Stored items:
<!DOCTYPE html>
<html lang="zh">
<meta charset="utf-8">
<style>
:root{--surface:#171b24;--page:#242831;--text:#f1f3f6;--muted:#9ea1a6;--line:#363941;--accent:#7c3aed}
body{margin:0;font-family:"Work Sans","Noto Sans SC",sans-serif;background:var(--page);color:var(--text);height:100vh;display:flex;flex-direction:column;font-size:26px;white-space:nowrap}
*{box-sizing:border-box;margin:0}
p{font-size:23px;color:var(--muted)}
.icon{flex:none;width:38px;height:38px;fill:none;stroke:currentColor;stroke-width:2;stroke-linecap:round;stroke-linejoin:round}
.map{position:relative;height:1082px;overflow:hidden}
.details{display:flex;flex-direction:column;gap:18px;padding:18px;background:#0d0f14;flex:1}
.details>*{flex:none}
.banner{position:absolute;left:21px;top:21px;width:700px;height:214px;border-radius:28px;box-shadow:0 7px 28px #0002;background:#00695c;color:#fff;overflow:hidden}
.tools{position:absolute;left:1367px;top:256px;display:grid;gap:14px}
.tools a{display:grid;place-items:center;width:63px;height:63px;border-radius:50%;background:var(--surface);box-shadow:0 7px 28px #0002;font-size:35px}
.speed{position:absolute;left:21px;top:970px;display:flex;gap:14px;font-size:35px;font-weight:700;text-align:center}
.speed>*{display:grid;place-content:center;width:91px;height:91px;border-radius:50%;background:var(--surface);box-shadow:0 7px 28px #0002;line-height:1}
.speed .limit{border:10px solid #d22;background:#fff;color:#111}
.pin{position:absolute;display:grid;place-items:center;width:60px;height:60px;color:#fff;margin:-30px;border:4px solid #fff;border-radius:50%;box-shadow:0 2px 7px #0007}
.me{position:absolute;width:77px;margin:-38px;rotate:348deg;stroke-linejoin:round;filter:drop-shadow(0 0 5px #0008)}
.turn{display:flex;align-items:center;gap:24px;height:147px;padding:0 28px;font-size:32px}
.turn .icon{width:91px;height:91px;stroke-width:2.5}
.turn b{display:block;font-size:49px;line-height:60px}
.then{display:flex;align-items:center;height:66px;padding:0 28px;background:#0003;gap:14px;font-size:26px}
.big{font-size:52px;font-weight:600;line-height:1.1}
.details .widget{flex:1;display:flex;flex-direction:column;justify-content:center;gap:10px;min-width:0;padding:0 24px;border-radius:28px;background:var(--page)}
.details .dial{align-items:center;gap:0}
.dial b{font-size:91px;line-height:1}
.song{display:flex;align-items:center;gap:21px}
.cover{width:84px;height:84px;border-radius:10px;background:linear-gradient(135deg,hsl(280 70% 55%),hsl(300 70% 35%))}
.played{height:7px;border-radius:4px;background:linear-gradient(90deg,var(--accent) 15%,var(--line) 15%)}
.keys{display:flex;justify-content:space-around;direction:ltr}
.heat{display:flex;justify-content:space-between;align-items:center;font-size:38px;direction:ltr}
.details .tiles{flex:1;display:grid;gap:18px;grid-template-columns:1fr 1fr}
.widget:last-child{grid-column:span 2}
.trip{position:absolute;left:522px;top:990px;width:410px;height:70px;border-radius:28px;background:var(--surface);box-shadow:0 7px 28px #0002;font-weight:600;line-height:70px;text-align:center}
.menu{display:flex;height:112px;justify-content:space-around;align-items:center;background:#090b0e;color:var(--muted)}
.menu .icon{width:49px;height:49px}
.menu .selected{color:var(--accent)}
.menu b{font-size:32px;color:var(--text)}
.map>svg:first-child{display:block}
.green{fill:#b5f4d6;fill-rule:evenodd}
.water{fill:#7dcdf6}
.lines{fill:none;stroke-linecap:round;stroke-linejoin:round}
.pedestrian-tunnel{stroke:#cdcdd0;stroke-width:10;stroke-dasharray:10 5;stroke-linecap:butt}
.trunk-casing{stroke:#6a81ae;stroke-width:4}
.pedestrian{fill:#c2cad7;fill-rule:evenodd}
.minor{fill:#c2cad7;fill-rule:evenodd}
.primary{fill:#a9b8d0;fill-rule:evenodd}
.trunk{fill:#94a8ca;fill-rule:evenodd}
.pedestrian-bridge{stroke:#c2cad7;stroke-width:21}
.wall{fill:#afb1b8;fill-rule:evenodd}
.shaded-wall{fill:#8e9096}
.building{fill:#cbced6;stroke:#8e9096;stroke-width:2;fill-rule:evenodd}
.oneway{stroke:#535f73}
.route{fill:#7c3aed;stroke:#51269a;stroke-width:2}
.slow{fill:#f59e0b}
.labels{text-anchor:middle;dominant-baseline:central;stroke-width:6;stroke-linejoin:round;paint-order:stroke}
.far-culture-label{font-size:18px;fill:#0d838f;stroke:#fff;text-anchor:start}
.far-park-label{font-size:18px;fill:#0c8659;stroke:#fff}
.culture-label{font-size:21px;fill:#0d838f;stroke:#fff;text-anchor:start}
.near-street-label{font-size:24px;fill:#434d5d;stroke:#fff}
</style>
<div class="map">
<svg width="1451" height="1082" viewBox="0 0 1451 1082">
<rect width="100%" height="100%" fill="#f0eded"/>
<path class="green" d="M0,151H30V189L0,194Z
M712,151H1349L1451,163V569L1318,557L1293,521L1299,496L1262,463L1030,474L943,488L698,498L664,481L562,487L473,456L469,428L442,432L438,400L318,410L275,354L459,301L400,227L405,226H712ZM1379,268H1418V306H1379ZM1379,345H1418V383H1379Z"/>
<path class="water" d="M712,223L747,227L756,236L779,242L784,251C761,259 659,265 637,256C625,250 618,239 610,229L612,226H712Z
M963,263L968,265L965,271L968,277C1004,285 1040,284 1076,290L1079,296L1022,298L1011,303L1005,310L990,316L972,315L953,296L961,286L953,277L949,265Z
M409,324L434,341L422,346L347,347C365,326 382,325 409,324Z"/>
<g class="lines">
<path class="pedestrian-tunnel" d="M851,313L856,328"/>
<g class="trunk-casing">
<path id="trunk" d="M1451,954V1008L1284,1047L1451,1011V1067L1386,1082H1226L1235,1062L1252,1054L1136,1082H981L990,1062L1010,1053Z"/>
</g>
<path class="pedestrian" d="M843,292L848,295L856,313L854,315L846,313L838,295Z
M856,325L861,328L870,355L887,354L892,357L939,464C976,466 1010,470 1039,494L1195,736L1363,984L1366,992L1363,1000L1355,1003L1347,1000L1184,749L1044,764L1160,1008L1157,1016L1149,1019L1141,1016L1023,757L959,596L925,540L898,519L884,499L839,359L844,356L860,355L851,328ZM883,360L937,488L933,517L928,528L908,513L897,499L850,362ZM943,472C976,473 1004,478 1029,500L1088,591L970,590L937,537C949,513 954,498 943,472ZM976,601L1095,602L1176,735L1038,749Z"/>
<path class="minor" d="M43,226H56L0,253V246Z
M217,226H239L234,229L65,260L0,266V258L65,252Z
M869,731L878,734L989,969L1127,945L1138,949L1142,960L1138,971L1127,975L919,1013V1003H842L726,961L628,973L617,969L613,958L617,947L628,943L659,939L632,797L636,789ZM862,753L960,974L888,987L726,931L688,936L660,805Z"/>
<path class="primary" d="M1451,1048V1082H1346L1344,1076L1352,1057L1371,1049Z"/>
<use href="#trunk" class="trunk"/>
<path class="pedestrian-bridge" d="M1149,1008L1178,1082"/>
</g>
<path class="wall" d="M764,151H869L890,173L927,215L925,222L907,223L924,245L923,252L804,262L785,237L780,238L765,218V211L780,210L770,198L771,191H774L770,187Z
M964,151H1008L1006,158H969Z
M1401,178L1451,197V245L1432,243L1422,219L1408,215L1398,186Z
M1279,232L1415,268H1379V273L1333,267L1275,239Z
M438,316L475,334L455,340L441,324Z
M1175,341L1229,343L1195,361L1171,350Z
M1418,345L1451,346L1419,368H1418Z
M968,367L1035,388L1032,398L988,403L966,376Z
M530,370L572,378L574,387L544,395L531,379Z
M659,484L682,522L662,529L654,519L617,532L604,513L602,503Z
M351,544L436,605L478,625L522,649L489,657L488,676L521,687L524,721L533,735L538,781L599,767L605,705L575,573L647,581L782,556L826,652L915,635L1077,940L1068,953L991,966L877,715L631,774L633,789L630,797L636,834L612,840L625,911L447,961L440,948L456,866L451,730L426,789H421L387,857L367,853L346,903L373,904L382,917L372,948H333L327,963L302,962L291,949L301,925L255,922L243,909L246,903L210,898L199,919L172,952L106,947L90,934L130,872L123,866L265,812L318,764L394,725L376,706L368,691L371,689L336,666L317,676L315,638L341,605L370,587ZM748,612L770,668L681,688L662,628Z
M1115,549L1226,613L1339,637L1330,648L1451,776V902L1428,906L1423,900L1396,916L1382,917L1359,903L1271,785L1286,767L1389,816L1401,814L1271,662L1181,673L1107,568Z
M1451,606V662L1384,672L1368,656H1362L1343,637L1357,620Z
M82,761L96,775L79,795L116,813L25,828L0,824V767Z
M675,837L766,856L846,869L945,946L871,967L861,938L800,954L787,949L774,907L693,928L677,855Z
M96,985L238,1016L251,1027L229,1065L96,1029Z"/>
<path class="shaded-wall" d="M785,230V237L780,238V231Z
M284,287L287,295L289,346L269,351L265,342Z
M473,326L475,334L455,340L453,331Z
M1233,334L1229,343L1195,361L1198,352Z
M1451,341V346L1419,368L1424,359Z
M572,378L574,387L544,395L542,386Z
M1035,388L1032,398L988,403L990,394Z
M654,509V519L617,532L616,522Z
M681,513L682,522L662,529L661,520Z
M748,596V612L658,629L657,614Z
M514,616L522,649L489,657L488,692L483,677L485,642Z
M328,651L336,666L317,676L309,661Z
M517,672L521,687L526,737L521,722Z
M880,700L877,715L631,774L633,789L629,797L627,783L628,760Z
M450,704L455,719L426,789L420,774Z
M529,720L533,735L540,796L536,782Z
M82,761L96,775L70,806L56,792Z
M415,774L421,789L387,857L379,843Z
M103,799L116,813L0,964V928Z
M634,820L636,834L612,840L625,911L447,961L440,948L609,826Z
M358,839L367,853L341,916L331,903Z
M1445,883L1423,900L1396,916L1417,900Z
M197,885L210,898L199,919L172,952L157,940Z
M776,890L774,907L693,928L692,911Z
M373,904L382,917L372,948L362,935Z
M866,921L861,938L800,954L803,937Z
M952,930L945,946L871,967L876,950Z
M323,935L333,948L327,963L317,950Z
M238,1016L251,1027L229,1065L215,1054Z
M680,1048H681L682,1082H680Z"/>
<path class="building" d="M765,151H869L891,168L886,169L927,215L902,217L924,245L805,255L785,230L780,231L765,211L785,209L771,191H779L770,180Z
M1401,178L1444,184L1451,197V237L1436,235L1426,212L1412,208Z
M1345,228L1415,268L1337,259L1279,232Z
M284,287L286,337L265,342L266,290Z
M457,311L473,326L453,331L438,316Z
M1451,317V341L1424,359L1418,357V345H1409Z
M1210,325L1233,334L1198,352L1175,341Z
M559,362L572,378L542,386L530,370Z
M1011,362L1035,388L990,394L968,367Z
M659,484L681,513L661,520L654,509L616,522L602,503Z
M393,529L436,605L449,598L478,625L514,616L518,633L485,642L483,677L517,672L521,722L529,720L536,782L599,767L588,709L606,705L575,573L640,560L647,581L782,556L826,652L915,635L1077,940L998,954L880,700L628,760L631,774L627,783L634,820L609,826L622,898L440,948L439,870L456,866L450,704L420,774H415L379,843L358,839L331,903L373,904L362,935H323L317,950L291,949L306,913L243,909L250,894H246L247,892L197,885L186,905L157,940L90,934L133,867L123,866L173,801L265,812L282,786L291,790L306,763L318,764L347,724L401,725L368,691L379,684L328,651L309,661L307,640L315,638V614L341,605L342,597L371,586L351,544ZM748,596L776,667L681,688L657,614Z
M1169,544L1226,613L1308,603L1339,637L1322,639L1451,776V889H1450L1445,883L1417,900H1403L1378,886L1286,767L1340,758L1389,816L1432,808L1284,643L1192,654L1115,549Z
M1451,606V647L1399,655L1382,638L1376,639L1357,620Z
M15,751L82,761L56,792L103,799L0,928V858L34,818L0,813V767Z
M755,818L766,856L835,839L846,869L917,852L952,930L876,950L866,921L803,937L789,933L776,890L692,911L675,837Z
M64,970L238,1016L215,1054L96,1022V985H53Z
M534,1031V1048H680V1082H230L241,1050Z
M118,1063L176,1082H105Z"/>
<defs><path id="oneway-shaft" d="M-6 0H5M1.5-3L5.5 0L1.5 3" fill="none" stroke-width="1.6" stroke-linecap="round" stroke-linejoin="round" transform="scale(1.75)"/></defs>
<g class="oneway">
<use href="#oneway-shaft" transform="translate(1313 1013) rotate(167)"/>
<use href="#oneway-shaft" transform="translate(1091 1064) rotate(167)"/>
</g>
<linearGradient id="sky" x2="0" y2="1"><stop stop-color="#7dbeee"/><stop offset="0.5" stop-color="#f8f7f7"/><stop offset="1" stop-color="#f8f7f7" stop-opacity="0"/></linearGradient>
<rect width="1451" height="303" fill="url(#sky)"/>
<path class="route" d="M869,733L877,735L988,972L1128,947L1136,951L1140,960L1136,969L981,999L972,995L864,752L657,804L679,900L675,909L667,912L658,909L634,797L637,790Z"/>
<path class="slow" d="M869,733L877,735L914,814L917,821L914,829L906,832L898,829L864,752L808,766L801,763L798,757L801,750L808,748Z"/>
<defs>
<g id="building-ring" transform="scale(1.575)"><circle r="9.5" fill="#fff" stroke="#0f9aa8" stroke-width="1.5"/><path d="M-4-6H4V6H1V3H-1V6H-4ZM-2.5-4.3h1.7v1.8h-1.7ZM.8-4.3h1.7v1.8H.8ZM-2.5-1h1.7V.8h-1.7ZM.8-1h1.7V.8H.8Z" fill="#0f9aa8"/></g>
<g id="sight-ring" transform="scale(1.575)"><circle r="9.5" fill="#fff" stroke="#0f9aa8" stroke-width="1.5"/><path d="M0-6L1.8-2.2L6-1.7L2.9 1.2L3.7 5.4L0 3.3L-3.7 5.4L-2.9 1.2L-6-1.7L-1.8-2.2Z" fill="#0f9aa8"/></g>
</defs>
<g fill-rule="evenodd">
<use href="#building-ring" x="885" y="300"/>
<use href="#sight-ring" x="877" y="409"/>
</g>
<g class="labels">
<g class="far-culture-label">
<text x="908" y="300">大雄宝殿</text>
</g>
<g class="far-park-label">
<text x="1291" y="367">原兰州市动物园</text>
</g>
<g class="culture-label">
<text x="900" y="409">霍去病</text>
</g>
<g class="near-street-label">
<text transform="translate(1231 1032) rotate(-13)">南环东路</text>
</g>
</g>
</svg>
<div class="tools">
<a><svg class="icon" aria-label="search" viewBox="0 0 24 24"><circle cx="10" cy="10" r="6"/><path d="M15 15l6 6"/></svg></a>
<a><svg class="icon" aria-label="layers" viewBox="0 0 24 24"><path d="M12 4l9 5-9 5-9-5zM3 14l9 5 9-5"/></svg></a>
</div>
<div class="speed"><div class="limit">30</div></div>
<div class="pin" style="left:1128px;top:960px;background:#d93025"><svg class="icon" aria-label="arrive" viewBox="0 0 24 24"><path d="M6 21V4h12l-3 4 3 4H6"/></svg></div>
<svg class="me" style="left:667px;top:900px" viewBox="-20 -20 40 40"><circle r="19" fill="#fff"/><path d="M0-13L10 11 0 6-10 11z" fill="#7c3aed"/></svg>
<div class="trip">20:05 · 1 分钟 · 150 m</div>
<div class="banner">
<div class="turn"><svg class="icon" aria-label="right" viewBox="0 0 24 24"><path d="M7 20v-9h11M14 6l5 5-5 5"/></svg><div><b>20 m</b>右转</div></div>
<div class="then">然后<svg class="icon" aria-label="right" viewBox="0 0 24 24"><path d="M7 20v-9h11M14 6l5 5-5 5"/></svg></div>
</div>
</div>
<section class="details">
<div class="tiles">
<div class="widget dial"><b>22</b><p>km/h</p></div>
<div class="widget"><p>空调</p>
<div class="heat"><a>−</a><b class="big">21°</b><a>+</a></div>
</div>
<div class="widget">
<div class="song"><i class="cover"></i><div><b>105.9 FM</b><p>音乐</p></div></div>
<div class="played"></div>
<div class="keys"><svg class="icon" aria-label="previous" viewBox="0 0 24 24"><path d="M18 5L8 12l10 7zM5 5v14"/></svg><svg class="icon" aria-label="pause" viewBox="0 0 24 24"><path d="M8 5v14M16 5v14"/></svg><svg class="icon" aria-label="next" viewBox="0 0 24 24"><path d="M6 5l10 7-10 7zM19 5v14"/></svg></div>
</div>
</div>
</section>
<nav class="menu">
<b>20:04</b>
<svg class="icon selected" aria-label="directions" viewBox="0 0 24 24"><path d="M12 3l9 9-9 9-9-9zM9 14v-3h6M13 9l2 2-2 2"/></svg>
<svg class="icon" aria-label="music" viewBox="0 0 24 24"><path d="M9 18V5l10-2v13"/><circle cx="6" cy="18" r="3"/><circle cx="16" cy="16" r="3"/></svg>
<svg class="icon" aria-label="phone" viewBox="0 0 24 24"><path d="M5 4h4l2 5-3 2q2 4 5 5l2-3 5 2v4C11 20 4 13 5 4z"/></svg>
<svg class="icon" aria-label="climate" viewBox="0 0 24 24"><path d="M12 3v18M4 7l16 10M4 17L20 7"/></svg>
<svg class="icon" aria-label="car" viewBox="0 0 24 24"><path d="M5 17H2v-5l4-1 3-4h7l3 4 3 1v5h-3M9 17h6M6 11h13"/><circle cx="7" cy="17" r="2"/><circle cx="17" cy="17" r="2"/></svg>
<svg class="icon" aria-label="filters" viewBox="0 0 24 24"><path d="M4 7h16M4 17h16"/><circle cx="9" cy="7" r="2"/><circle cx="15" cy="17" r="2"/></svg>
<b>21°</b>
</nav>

_YOUR TASK_
Go through the entries above and copy each line with "margin" in it.

_ANSWER TO THE PROBLEM_
body{margin:0;font-family:"Work Sans","Noto Sans SC",sans-serif;background:var(--page);color:var(--text);height:100vh;display:flex;flex-direction:column;font-size:26px;white-space:nowrap}
*{box-sizing:border-box;margin:0}
.pin{position:absolute;display:grid;place-items:center;width:60px;height:60px;color:#fff;margin:-30px;border:4px solid #fff;border-radius:50%;box-shadow:0 2px 7px #0007}
.me{position:absolute;width:77px;margin:-38px;rotate:348deg;stroke-linejoin:round;filter:drop-shadow(0 0 5px #0008)}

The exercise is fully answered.